Reproduce all records word for word.

───

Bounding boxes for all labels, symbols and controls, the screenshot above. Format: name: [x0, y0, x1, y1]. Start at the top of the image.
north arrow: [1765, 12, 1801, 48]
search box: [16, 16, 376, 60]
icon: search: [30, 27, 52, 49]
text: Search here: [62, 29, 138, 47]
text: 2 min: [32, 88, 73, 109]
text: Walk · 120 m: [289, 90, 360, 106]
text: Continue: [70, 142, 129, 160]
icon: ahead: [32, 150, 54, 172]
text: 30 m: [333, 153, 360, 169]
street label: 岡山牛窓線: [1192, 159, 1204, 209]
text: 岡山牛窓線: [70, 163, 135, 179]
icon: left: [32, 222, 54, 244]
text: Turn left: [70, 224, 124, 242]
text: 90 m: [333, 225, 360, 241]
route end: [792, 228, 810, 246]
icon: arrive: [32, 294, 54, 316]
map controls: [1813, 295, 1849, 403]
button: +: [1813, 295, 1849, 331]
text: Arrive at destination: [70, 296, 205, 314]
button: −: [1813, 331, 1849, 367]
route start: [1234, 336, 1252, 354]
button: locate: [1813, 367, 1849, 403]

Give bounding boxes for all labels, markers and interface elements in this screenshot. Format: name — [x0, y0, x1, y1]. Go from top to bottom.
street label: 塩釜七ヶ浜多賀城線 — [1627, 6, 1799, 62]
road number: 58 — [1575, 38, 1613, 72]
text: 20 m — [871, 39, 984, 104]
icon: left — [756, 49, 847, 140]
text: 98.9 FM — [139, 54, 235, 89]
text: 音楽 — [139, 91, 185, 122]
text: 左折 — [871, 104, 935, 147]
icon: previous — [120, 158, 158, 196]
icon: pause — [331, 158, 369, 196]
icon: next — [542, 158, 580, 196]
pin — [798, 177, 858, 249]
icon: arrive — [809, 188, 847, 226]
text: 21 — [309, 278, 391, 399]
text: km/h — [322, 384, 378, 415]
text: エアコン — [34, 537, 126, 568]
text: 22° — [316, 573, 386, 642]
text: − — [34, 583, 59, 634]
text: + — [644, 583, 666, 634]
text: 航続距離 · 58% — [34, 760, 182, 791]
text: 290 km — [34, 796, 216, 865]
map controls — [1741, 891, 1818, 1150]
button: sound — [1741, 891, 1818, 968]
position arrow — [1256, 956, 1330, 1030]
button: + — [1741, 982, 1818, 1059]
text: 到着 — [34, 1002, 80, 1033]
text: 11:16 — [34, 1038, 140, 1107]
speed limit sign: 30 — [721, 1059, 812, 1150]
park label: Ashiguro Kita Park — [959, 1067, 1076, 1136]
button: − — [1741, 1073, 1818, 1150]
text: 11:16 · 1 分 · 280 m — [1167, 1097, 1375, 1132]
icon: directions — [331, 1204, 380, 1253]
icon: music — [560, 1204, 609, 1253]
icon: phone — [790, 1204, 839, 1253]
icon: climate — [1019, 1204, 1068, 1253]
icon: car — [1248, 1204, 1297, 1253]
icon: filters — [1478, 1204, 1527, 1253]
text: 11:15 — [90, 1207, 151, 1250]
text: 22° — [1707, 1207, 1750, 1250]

───

*TASK RESULT:*
Bounding boxes for all labels, symbols and controls, the screenshot above. Format: name: [x0, y0, x1, y1]. Start at the top of the image.
north arrow: [1765, 12, 1801, 48]
search box: [16, 16, 376, 60]
icon: search: [30, 27, 52, 49]
text: Search here: [62, 29, 138, 47]
text: 2 min: [32, 88, 73, 109]
text: Walk · 120 m: [289, 90, 360, 106]
text: Continue: [70, 142, 129, 160]
icon: ahead: [32, 150, 54, 172]
text: 30 m: [333, 153, 360, 169]
street label: 岡山牛窓線: [1192, 159, 1204, 209]
text: 岡山牛窓線: [70, 163, 135, 179]
icon: left: [32, 222, 54, 244]
text: Turn left: [70, 224, 124, 242]
text: 90 m: [333, 225, 360, 241]
route end: [792, 228, 810, 246]
icon: arrive: [32, 294, 54, 316]
map controls: [1813, 295, 1849, 403]
button: +: [1813, 295, 1849, 331]
text: Arrive at destination: [70, 296, 205, 314]
button: −: [1813, 331, 1849, 367]
route start: [1234, 336, 1252, 354]
button: locate: [1813, 367, 1849, 403]

Give bounding boxes for all labels, markers and interface elements in this screenshot. Format: name — [x0, y0, x1, y1]. Go from top to bottom.
street label: 塩釜七ヶ浜多賀城線 — [1627, 6, 1799, 62]
road number: 58 — [1575, 38, 1613, 72]
text: 20 m — [871, 39, 984, 104]
icon: left — [756, 49, 847, 140]
text: 98.9 FM — [139, 54, 235, 89]
text: 音楽 — [139, 91, 185, 122]
text: 左折 — [871, 104, 935, 147]
icon: previous — [120, 158, 158, 196]
icon: pause — [331, 158, 369, 196]
icon: next — [542, 158, 580, 196]
pin — [798, 177, 858, 249]
icon: arrive — [809, 188, 847, 226]
text: 21 — [309, 278, 391, 399]
text: km/h — [322, 384, 378, 415]
text: エアコン — [34, 537, 126, 568]
text: 22° — [316, 573, 386, 642]
text: − — [34, 583, 59, 634]
text: + — [644, 583, 666, 634]
text: 航続距離 · 58% — [34, 760, 182, 791]
text: 290 km — [34, 796, 216, 865]
map controls — [1741, 891, 1818, 1150]
button: sound — [1741, 891, 1818, 968]
position arrow — [1256, 956, 1330, 1030]
button: + — [1741, 982, 1818, 1059]
text: 到着 — [34, 1002, 80, 1033]
text: 11:16 — [34, 1038, 140, 1107]
speed limit sign: 30 — [721, 1059, 812, 1150]
park label: Ashiguro Kita Park — [959, 1067, 1076, 1136]
button: − — [1741, 1073, 1818, 1150]
text: 11:16 · 1 分 · 280 m — [1167, 1097, 1375, 1132]
icon: directions — [331, 1204, 380, 1253]
icon: music — [560, 1204, 609, 1253]
icon: phone — [790, 1204, 839, 1253]
icon: climate — [1019, 1204, 1068, 1253]
icon: car — [1248, 1204, 1297, 1253]
icon: filters — [1478, 1204, 1527, 1253]
text: 11:15 — [90, 1207, 151, 1250]
text: 22° — [1707, 1207, 1750, 1250]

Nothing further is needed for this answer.